Безымянные сообщества
Шрифт:
Вернемся к самому стихотворению. В нем слышится зов, окрашенный в приморские тона: «Затем: / из бакенов, / шпалера из нервных бакенов» [178] . Это значит, что анабазис нуждается в другом, что он требует голоса другого. Тема пустого странствия отброшена. Притом что мы имеем дело с интерпретацией Бадью, звучит целановская мысль: должна быть встреча. Поэзия, по убеждению Целан, всегда находится в пути; она жаждет встречи, но встреча эта, добавлю от себя, уже ничем не гарантирована. Все морские, прибрежные образы — «слого- / волнорезы, аква- / мариновы», «шпалера из нервных бакенов», «свет- / колокольные ноты» — указывают на другость, на инаковость. Можно смело утверждать, что тема другости в этом стихотворении заменяет тему братства. Здесь вместо братского насилия нам явлено мельчайшее, или минимальное, отличие дыхания другого, которому соответствует зов бакенов, переходящий незаметно в моцартовский мотет: «(дум-, / дун-, ун-, / unde suspirat / cor)» — «откуда вздыхает сердце», если перевести латинские слова на русский. Вместо «мы» эпоса появляется странное слово «наша», и эта новая реальность обретается через «вы-свобожденные, вы-купленные» звуки зова.
178
Так это передано в русском переводе, в английском — «sorrowbuoys»; можно было бы сказать
Вопрос, задаваемый Бадью и вкладываемый в уста Целана, сводится к следующему: как сделать инаковость нашей? Если нам это удастся, тогда будет иметь место анабазис. Но в данном случае, в отличие от того, с чем мы столкнулись у Перса, нет ни прежней интериоризации, ни присвоения: «мы» в данном случае никак не претворяется в «я». Вместо этого есть чистый зов, практически неощутимое различие, которое должно стать нашим просто потому, что оно нам повстречалось. Подобная попытка безосновна: она ничем не обусловлена, ничто ей не предшествует и не предсуществует. Мы, согласно Целану, «далеко / вглубь неезженой целины», и это определение справедливо как для анабазиса, так и для столетия в целом [179] . Здесь и должно начаться движение «Вверх и Назад», чьим залогом является «сердечно-светлое будущее», здесь и изобретается сам анабазис: не «мы-субъект», а «освобо- / ждающееся слово-шатер: / сообща» [180] . В таком укрытии, может, и держатся вместе, но братского слияния в нем никогда не происходит.

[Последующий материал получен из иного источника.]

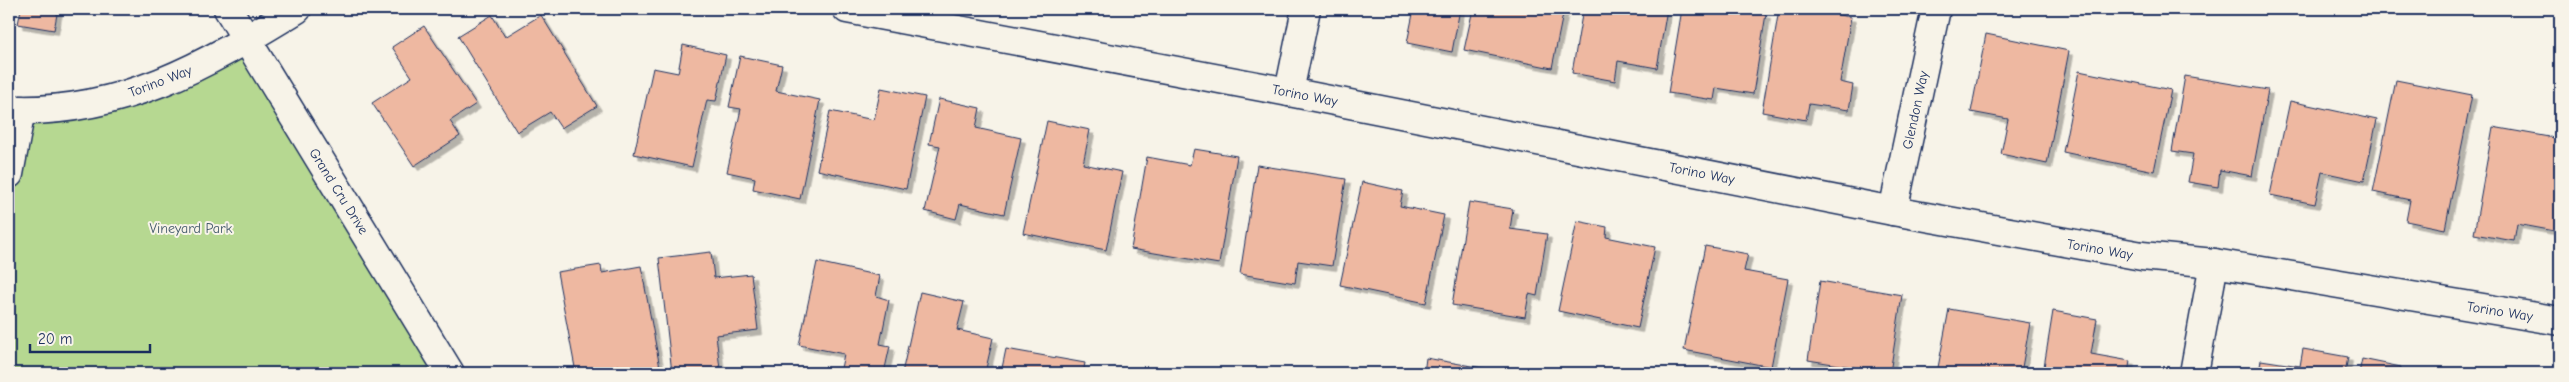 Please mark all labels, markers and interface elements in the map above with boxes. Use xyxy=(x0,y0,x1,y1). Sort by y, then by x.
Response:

Нетрудно заключить, что «мы» Целана — это не «я». Анабазис, как его понимает Бадью, анализирующий тему едва различимого зова, — это пришествие «мы», не тождественного «я», в качестве общности. Таким образом, XX век становится свидетелем глубокой трансформации вопроса о «мы»: «мы» не подчиняется больше идеалу «я», не притязает на то, чтобы быть субъектом. У Целана это то самое «мы», которое случайным образом зависит от повторного восхождения к потерявшему целость истоку.
179
В английском переводе здесь фигурирует еще один морской образ: «far out / into the unnavigated» (в оригинале — «weit / ins Unbefahrne hinuas»).
180
Badiou A. Le siecle, p. 138.
В заключение вернемся к вопросу о том, как сделать инаковость нашей. Это, замечу, имеет непосредственное отношение к определению дизъюнктивного синтеза, причем с точки зрения действия. Не думаю, что Целан именно так формулирует этот вопрос, хотя, конечно, он логически вытекает из его стихотворения и сделанных к нему комментариев. Фактически речь идет о противоречивом или дисгармоничном «мы» общности, о «мы», внутренне не равном самому себе. Хочу еще раз напомнить о том, что у Целана это встреча. Я говорила, что поэзия находится в пути. При этом ее извечное чаяние — говорить «от имени кого-то другого, быть может даже — как знать? — не-ведомо кого…» Но «неведомо кто», во французском «le tout autre», одновременно и «совершенно иной», то есть тот другой, который один и делает поэтическое обращение возможным, и это есть Бог. Только приходится признать, что Бог утратил имя: «Хвала тебе, Никто», — произносит Целан. И тем не менее стихи пишутся, поэзия, немолитвенная в своей основе, продолжается. Место и роль молитвы переходят к стихам. Проблема состоит отныне в том, что другой — ближайший или самый дальний — уже не в силах гарантировать ни встречи, ни собственно высказывания. И тогда остается одно: «Требуется выйти за пределы человеческого и перейти в ту область, где все обращено к человеку, но где ощущается его неуместность» [181] . Такова аргументация Лаку-Лабарта.
181
Лаку-Лабарт Ф. Поэзия как опыт. Пер. с фр. Н. Мавлевич (рукописный вариант).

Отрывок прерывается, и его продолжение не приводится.